Figure 5. GSK-3β contributed to MPP⁺-induced TSM1 neuronal cell death through alterations of the mitochondrial membrane potential.

(A) TSM1 neurons were treated with the indicated concentrations of MPP⁺ for 8 h then cells were stained with JC-1 and analyzed by flow cytometry. (B) TSM1 cells were cultured for 24 h then transfected with scrambled or GSK-3β-specific siRNA (200 nM). Two days post-transfection, cells were pre-treated with saline buffer or 25 mM LiCl or 25 µM kenpaullone (kenp), then co-incubated or not with MPP⁺ (400 µM) for 8 h. Cells were stained with JC-1 as described in Materials and Methods and prepared for flow cytometry analysis. The results are expressed as the percent of cells with depolarized mitochondrial membrane potential (Ψm). (C, D) intact primary neurons were pre-treated of not with 25 mM LiCl, then co-incubated or not with MPP+ (400 µM) for 4 h.
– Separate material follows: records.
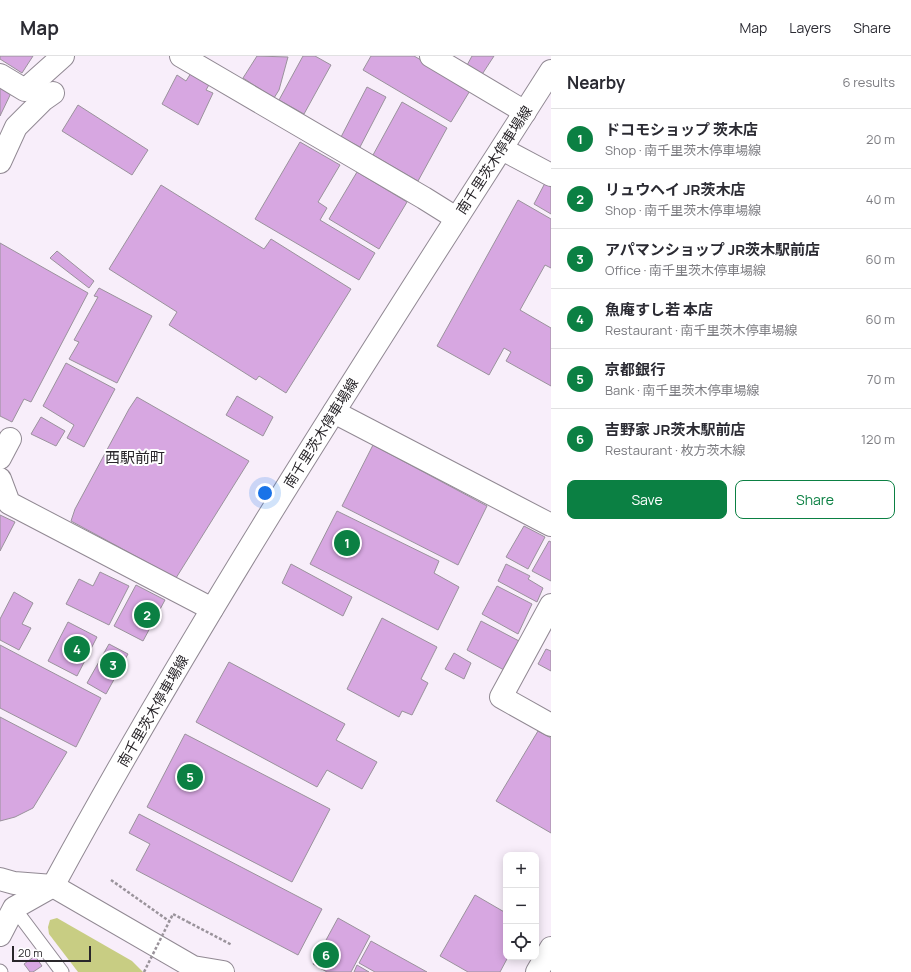 <!DOCTYPE html>
<html lang="en">
<head>
<meta charset="utf-8">
<style>
	:root { --surface:#fff; --page:#f2f2f3; --text:#2b2b33; --muted:#7c7c81; --line:#e1e1e2; --accent:#0b8043 }
	body { margin:0; font-family:Manrope,"Noto Sans JP",sans-serif; background:var(--page); color:var(--text) }
	.controls { position:absolute; right:12px; bottom:12px; display:grid; overflow:hidden; border-radius:8px; box-shadow:0 2px 10px #0003 }
	.controls button { width:36px; height:36px; display:grid; place-items:center; padding:0; border:0; border-bottom:1px solid var(--line); background:var(--surface); color:var(--text); font:20px sans-serif }
	.scale { position:absolute; left:12px; bottom:10px; width:79px; box-sizing:border-box; padding-left:4px; border:2px solid #29262a; border-top:0; font-size:11px; line-height:14px; white-space:nowrap; color:#29262a; -webkit-text-stroke:3px #fff; paint-order:stroke }
	.you { position:absolute; left:265px; top:437px; width:14px; height:14px; margin:-10px; border:3px solid #fff; border-radius:50%; background:#1a73e8; box-shadow:0 0 0 6px #1a73e833 }
	.badge { display:grid; place-items:center; width:26px; height:26px; border-radius:50%; background:var(--accent); color:#fff; font-size:13px; font-weight:700 }
	.pin { position:absolute; translate:-50% -50%; border:2px solid #fff; box-shadow:0 1px 4px #0006 }
	.list { margin:0; padding:0; list-style:none }
	h2 { display:flex; justify-content:space-between; align-items:center; height:52px; margin:0; padding:0 16px; font-size:17px }
	h2 small { font-size:13px; font-weight:400; color:var(--muted) }
	.list li { display:grid; grid-template-columns:26px 1fr auto; gap:12px; align-items:center; box-sizing:border-box; height:60px; padding:0 16px; border-top:1px solid var(--line) }
	.list b { display:block; font-size:15px; white-space:nowrap }
	.list p { margin:0; font-size:13px; white-space:nowrap; color:var(--muted) }
	.list em { font-size:13px; font-style:normal; color:var(--muted) }
	.actions { display:flex; gap:8px; padding:12px 16px }
	.actions a { flex:1; padding:9px 0; border:1px solid var(--accent); border-radius:8px; text-align:center; font-size:14px; color:var(--accent) }
	.actions .main { background:var(--accent); color:#fff }
	.icon { flex:none; width:22px; height:22px; fill:none; stroke:currentColor; stroke-width:2; stroke-linecap:round; stroke-linejoin:round }
	.map { position:relative; flex:none; width:551px; height:916px; overflow:hidden }
	header { display:flex; align-items:center; gap:24px; box-sizing:border-box; height:56px; padding:0 20px; background:var(--surface); border-bottom:1px solid var(--line) }
	header strong { font-size:19px }
	nav { display:flex; gap:22px; margin-inline-start:auto; font-size:14px }
	main { display:flex }
	aside { flex:1; background:var(--surface) }
	.map>svg:first-child { display:block }
	.green { fill:#c8cd83 }
	.building { fill:#d7a7e1; stroke:#9a929c }
	.lines { fill:none; stroke-linecap:round; stroke-linejoin:round }
	.service-casing { stroke:#918993; stroke-width:15 }
	.minor-casing { stroke:#918993; stroke-width:24 }
	.tertiary-casing { stroke:#918993; stroke-width:24 }
	.secondary-casing { stroke:#918993; stroke-width:24 }
	.path { stroke:#9a939b; stroke-width:2.5; stroke-dasharray:3 2; stroke-linecap:butt }
	.service { stroke:#fff; stroke-width:13 }
	.minor { stroke:#fff; stroke-width:22 }
	.tertiary { stroke:#fff; stroke-width:22 }
	.secondary { stroke:#fff; stroke-width:22 }
	.path-bridge { stroke:#9a939b; stroke-width:2.5; stroke-dasharray:3 2; stroke-linecap:butt }
	.labels { text-anchor:middle; stroke-width:4; stroke-linejoin:round; paint-order:stroke }
	.street-label { font-size:14px; fill:#29262a; stroke:#fff }
	.neighbourhood-label { font-size:15px; fill:#29262a; stroke:#fff }
</style>
</head>
<body>
<header>
<strong>Map</strong>
<nav><a>Map</a><a>Layers</a><a>Share</a></nav>
</header>
<main>
<div class="map">
<svg width="551" height="916" viewBox="0 0 551 916">
	<rect width="100%" height="100%" fill="#f8eefa"/>
	<polygon class="green" points="57,862 132,905 143,916 78,916 49,878 48,871 50,864"/>
	<g class="building">
		<polygon points="0,0 33,0 22,17 0,3"/>
		<polygon points="257,0 288,1 279,34 274,42 243,22"/>
		<polygon points="303,0 315,0 331,9 304,58 279,44"/>
		<polygon points="371,0 414,0 471,33 451,66 363,14"/>
		<polygon points="472,0 494,0 481,20 466,11"/>
		<polygon points="191,17 210,27 206,34 213,37 198,69 162,48 177,19 186,25"/>
		<polygon points="0,29 12,35 0,60"/>
		<polygon points="367,31 386,41 360,91 341,81"/>
		<polygon points="402,46 447,72 418,125 373,99"/>
		<polygon points="78,49 148,94 132,119 62,75"/>
		<polygon points="300,86 340,109 318,146 327,152 320,164 375,197 359,224 255,163"/>
		<polygon points="357,116 407,146 379,193 329,163"/>
		<polygon points="545,127 551,131 551,158 534,148"/>
		<polygon points="161,129 264,193 271,183 351,233 286,337 259,320 256,324 169,269 177,256 109,213"/>
		<polygon points="518,144 551,163 551,212 545,209 520,254 551,272 551,330 506,305 511,296 504,292 489,319 437,290"/>
		<polygon points="0,187 88,237 31,346 24,343 12,366 0,360"/>
		<polygon points="57,195 94,225 89,232 50,202"/>
		<polygon points="99,232 152,260 117,327 69,303 79,286 74,284 98,241 94,240"/>
		<polygon points="66,307 115,333 84,391 67,382 74,369 43,350"/>
		<polygon points="237,340 273,361 263,380 226,359"/>
		<polygon points="137,341 249,405 176,522 71,465 75,453 129,353"/>
		<polygon points="41,361 65,375 56,390 31,378"/>
		<polygon points="373,389 487,450 458,509 342,450"/>
		<polygon points="337,455 439,505 434,517 459,531 438,574 310,508"/>
		<polygon points="0,459 15,466 0,495"/>
		<polygon points="524,470 545,481 528,513 506,501"/>
		<polygon points="549,485 551,486 551,525 532,515"/>
		<polygon points="291,508 352,541 343,560 282,527"/>
		<polygon points="506,508 530,520 528,523 543,532 537,546 498,525"/>
		<polygon points="100,516 129,530 109,569 66,548 79,523 93,530"/>
		<polygon points="136,529 165,544 143,585 114,570"/>
		<polygon points="497,530 532,548 518,578 482,558"/>
		<polygon points="14,536 33,547 22,568 31,572 19,594 0,584 0,563"/>
		<polygon points="382,562 437,591 421,623 428,627 412,659 402,655 399,661 347,633"/>
		<polygon points="481,565 519,585 504,614 467,594"/>
		<polygon points="68,566 97,581 77,620 48,605"/>
		<polygon points="109,588 128,598 106,638 87,627"/>
		<polygon points="0,589 101,642 76,691 0,652"/>
		<polygon points="546,593 551,595 551,615 538,608"/>
		<polygon points="454,597 471,607 464,623 445,613"/>
		<polygon points="229,606 345,668 336,684 377,706 362,733 327,714 317,731 196,666"/>
		<polygon points="0,661 67,696 33,752 15,761 0,765"/>
		<polygon points="538,675 551,682 551,777 496,745"/>
		<polygon points="185,678 330,753 292,826 147,751"/>
		<polygon points="139,758 322,853 298,899 136,814 150,788 129,777"/>
		<polygon points="475,839 506,857 506,901 508,901 500,916 468,916 440,900"/>
		<polygon points="338,862 370,880 351,916 327,916 313,908"/>
		<polygon points="371,885 427,916 375,916 359,907"/>
		<polygon points="35,900 42,910 33,916 30,916 24,908"/>
		<polygon points="357,909 369,916 354,916"/>
	</g>
	<g class="lines">
		<defs>
			<g id="service">
				<polyline points="14,852 62,916"/>
				<polyline points="0,915 1,916"/>
			</g>
			<g id="minor">
				<polyline points="181,0 424,142 456,162"/>
				<polyline points="431,0 525,56"/>
				<polyline points="0,19 25,34 63,0"/>
				<polyline points="502,93 551,119"/>
				<polyline points="0,106 16,71 43,44 53,37"/>
				<polyline points="334,356 551,469"/>
				<polyline points="0,402 10,383"/>
				<polyline points="0,423 9,447 212,553"/>
				<polyline points="551,549 501,641 551,669"/>
				<polyline points="0,823 14,827 53,830"/>
				<polyline points="0,879 14,852 53,830"/>
			</g>
			<polyline id="tertiary" points="53,830 193,911 223,916"/>
			<g id="secondary">
				<path d="M 53,830 C 205,550 380,283 551,15"/>
				<polyline points="537,916 551,892"/>
			</g>
		</defs>
		<use href="#service" class="service-casing"/>
		<use href="#minor" class="minor-casing"/>
		<use href="#tertiary" class="tertiary-casing"/>
		<use href="#secondary" class="secondary-casing"/>
		<g class="path">
			<polyline points="111,824 169,865"/>
			<polyline points="188,866 232,889"/>
		</g>
		<use href="#service" class="service"/>
		<use href="#minor" class="minor"/>
		<use href="#tertiary" class="tertiary"/>
		<use href="#secondary" class="secondary"/>
		<polyline class="path-bridge" points="144,916 173,858 188,866"/>
	</g>
	<g class="labels">
		<g class="street-label">
			<text transform="translate(494 104) rotate(-57)" y="5">南千里茨木停車場線</text>
			<text transform="translate(321 377) rotate(-58)" y="5">南千里茨木停車場線</text>
			<text transform="translate(153 655) rotate(-60)" y="5">南千里茨木停車場線</text>
		</g>
		<g class="neighbourhood-label">
			<text x="135" y="407">西駅前町</text>
		</g>
	</g>
</svg>
<div class="controls">
<button>+</button>
<button>−</button>
<button><svg class="icon" aria-label="locate" viewBox="0 0 24 24"><circle cx="12" cy="12" r="6"/><path d="M12 2v4M12 18v4M2 12h4M18 12h4"/></svg></button>
</div>
<div class="scale">20 m</div>
<div class="you"></div>
<div class="pin badge" style="left:347px;top:487px">1</div>
<div class="pin badge" style="left:147px;top:559px">2</div>
<div class="pin badge" style="left:113px;top:609px">3</div>
<div class="pin badge" style="left:77px;top:593px">4</div>
<div class="pin badge" style="left:190px;top:721px">5</div>
<div class="pin badge" style="left:326px;top:899px">6</div>
</div>
<aside>
<h2>Nearby<small>6 results</small></h2>
<ul class="list">
<li><span class="badge">1</span><div><b>ドコモショップ 茨木店</b><p>Shop · 南千里茨木停車場線</p></div><em>20 m</em></li>
<li><span class="badge">2</span><div><b>リュウヘイ JR茨木店</b><p>Shop · 南千里茨木停車場線</p></div><em>40 m</em></li>
<li><span class="badge">3</span><div><b>アパマンショップ JR茨木駅前店</b><p>Office · 南千里茨木停車場線</p></div><em>60 m</em></li>
<li><span class="badge">4</span><div><b>魚庵すし若 本店</b><p>Restaurant · 南千里茨木停車場線</p></div><em>60 m</em></li>
<li><span class="badge">5</span><div><b>京都銀行</b><p>Bank · 南千里茨木停車場線</p></div><em>70 m</em></li>
<li><span class="badge">6</span><div><b>吉野家 JR茨木駅前店</b><p>Restaurant · 枚方茨木線</p></div><em>120 m</em></li>
</ul>
<div class="actions"><a class="main">Save</a><a>Share</a></div>
</aside>
</main>
</body>
</html>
Cells were placed on the stage on a laser-scanning confocal microscope and images were collected every 10 seconds for 10 minutes. One minute after the beginning of experiment, neurons were loaded with 30 nM TMRM (arrow) and one minute before the end of recording, 5 µM FCCP was added to the incubation medium (arrow). (C) Primary neurons pictures were collected 10 minutes after TMRM (green) and Hoechst dye (red) was added to the incubation medium. Magnification, ×63. (D) The fluorescence intensity plots were obtained by selecting eight roi and expressed as the mean±S.D. of the mean gray values derived from all the selected roi in each image.